Both parties rally supporters as voting begins in Virginia's closely watched legislative elections

Early voting has begun in Virginia’s costly, high-stakes and closely watched legislative elections after a week in which elected officials and candidates rallied their supporters across the state

Sarah Rankin
Friday 22 September 2023 18:23 BST

Early voting started Friday in Virginia's costly, high-stakes and closely watched legislative elections after a week in which elected officials and candidates rallied their supporters across the state.

All 140 General Assembly seats are on the ballot, with candidates running for the first time in an environment shaken up by maps overhauled in the most recent once-a-decade redistricting process.

With the Legislature narrowly divided, both parties say they see a path to a full statehouse majority running through a little more than a dozen battleground districts centered in central Virginia, Hampton Roads and the outer Washington suburbs.

"At the heart of this is holding our House and flipping our Senate," Republican Gov.

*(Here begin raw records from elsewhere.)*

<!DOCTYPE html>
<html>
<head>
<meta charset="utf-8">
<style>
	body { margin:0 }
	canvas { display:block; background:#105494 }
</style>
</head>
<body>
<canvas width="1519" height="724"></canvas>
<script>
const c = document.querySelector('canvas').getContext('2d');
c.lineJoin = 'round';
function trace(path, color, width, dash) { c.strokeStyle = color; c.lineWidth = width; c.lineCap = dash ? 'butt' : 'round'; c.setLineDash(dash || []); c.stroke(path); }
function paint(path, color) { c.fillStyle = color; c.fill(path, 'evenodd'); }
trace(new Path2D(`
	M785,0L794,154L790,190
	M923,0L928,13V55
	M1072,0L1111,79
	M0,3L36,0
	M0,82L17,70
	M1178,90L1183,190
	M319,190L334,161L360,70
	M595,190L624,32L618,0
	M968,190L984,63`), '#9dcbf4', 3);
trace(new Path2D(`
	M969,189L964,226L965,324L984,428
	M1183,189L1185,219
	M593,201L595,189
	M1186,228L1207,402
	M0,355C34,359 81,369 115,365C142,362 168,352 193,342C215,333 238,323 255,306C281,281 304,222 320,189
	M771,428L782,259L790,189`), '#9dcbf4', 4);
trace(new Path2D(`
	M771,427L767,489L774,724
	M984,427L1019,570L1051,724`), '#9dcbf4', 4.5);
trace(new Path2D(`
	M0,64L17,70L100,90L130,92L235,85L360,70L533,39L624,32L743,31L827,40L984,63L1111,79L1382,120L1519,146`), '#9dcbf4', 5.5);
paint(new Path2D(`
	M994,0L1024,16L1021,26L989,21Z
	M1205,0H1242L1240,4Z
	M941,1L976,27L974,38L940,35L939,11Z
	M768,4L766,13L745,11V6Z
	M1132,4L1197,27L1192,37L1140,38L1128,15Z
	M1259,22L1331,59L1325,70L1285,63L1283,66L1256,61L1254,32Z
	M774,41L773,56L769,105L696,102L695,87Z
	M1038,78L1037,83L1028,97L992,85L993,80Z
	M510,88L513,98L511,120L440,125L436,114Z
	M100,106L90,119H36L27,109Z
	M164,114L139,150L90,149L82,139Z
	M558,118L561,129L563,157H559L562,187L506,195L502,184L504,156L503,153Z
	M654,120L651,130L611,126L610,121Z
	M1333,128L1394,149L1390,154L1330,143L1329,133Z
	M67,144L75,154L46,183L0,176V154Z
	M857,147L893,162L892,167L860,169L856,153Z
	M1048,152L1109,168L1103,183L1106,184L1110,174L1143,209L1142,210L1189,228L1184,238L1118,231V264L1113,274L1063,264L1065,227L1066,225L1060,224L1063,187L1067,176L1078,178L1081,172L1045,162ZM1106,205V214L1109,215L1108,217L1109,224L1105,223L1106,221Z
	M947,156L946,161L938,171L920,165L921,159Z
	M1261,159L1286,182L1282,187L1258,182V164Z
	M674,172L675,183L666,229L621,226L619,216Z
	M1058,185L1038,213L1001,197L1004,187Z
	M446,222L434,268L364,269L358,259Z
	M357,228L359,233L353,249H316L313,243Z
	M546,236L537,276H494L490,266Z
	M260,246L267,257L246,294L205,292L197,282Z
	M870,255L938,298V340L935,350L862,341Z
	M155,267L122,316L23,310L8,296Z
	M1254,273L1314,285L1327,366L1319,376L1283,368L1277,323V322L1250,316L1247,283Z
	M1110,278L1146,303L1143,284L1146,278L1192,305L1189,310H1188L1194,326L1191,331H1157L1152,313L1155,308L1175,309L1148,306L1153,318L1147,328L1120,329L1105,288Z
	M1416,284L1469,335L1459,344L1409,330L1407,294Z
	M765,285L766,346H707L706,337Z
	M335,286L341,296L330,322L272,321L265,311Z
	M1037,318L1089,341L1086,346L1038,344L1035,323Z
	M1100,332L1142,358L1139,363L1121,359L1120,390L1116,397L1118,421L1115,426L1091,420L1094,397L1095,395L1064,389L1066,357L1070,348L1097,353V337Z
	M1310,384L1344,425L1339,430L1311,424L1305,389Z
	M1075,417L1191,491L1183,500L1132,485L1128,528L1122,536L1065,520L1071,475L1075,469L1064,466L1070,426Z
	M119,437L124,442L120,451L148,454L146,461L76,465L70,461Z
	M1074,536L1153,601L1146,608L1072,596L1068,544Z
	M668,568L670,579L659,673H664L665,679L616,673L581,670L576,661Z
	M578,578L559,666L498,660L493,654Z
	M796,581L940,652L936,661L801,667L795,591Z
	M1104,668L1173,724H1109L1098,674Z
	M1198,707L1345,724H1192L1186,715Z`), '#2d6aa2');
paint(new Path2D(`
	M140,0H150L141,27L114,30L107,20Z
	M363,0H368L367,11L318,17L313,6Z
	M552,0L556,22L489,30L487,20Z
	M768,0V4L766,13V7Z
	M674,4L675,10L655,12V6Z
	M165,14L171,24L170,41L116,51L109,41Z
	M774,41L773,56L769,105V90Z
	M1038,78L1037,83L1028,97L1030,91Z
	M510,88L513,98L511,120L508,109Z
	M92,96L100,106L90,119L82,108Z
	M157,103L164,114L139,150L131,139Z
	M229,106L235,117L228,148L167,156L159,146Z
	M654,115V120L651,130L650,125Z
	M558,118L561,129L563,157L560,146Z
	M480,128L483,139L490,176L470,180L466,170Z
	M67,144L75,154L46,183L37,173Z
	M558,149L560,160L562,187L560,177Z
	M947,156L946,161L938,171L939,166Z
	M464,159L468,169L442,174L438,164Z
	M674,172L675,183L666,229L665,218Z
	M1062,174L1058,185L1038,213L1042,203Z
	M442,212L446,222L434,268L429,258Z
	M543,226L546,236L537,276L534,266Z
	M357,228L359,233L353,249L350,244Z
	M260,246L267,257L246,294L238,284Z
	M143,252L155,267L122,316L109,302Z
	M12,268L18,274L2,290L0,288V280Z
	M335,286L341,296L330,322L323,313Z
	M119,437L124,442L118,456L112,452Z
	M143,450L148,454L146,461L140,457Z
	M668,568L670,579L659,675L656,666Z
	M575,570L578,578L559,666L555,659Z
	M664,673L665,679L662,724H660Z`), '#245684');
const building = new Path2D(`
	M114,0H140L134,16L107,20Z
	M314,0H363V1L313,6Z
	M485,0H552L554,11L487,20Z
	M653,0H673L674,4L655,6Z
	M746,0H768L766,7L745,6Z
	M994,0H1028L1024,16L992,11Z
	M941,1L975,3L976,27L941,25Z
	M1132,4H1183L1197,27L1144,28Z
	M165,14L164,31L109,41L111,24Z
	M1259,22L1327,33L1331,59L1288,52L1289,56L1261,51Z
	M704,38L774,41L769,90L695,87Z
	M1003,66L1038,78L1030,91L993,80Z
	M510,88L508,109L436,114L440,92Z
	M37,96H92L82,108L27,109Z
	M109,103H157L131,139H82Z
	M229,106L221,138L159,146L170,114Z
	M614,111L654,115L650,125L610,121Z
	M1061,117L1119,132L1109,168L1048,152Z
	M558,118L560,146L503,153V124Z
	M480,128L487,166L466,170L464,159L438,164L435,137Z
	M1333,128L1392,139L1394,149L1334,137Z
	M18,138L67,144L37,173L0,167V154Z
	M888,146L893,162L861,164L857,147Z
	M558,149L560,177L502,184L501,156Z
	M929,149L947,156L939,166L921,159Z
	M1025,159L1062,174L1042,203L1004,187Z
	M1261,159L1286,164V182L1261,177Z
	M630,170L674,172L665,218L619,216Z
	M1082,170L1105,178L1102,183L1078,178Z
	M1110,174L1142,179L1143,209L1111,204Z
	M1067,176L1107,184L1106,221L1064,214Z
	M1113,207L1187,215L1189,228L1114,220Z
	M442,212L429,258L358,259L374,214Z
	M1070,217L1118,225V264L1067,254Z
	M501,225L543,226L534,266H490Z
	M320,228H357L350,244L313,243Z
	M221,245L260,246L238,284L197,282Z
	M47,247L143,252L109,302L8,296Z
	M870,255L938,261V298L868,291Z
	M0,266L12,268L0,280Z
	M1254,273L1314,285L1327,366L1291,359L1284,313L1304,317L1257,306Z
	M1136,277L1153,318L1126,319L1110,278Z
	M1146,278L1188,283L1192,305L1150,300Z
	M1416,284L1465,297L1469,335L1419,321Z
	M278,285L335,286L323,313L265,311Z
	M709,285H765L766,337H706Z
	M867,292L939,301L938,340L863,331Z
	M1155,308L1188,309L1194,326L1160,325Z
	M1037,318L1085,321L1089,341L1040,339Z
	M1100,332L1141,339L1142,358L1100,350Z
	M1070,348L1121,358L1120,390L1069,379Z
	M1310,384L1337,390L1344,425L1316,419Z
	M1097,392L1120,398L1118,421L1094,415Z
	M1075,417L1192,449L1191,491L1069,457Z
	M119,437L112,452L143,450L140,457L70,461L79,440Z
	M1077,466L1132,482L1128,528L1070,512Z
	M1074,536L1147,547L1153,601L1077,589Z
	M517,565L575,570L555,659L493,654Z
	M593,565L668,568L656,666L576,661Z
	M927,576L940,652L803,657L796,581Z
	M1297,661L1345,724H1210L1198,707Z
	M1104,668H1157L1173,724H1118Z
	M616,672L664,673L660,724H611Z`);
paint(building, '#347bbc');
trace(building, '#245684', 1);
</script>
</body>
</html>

Glenn Youngkin told supporters in Petersburg on Thursday afternoon, urging the crowd to vote early, donate and volunteer.

A GOP trifecta would clear the way for Youngkin to move swiftly on what he calls his “commonsense” conservative priorities — boosting pay and funding for law enforcement, protecting parental rights in education, overhauling the mental health system, and enacting additional tax cuts and greater restrictions on abortion.

While he has notched some successes on taxes and education through bipartisan support during his first two legislative sessions, many of his priorities have been blocked — with great fanfare — by the Democratic majority in the Senate, which prides itself on being a “brick wall" against Republicans' agenda.

Democrats, who held news conferences around the state this week, warned that total Republican control would lead to the repeal of legislation enacted in 2020 and 2021 while they ran the state government, including measures that mandated a transition to cleaner cars and electric generation, greatly expanded voting access, and added restrictions to firearms purchases and ownership.

Many Democratic candidates are also making abortion rights a top campaign issue, arguing that Youngkin’s proposed ban on abortion after 15 weeks, with exceptions for rape, incest or to protect the life of the mother, would endanger women’s health and infringe on their bodily autonomy. Virginia is the only state in the South that has not enacted new restrictions since Roe v. Wade fell.

If voters instead elect a blue majority, Democrats over the next two years “can finally focus on making sure that we put some good legislation on Glenn Youngkin’s desk,” said Sen. Lamont Bagby, who represents a suburban Richmond district and is chair of the Virginia Legislative Black Caucus.

Members of the 100-seat House of Delegates serve two-year terms, while all 40 senators serve for four years. Youngkin, who is limited by Virginia law from seeking a second consecutive term, is scheduled to leave office in January 2026.

For Youngkin, the election outcome may have implications for his political prospects.

The former private equity executive entered the race for governor as a first-time candidate and quickly established himself as a sought-after voice in the Republican Party. He has spent months indirectly answering questions about a possible 2024 bid for president, though in recent answers has emphasized that he is campaigning in Virginia, not Iowa or other early-voting presidential states.

“I am laser focused on our legislative races,” he said on Fox Business this week.

Both parties are urging their supporters to use the state's 45-day early voting period to bank their vote ahead of Election Day on Nov 7. While Youngkin similarly encouraged early voting in his 2021 campaign, Republican legislators have sought to repeal many of the ballot access measures they're currently embracing through a Youngkin-led “Secure Your Vote” initiative that included a bus tour this month.

Voters, especially those in swing districts, can expect reams of mailers and persistent TV ads in the weeks ahead. Fundraising and spending could break records.

The Legislature is also headed for massive turnover, no matter how party control shakes out.

The new district maps, which were drawn by outside experts without regard to incumbent protection, contributed to a wave of retirements and a higher-than-usual number of open seats. And a record number of senators were ousted in the June primary.

Because of its narrow political divide and its atypical voting cycle, with elections of some kind every single year, Virginia's political contests are often closely watched around the country. They are seen as a chance to spot potential signals from the electorate and to test both parties' messaging ahead of federal election cycles.

“The nation will be watching our elections in November as a barometer for the upcoming presidential election,” Rae Cousins, the unopposed Democratic nominee in a liberal Richmond House district, said Thursday.

Voters will also make picks in races for local offices like prosecutors and school board members. In Richmond, casino developers are asking residents for a second chance after voters previously rejected a ballot measure that would have allowed the project to proceed.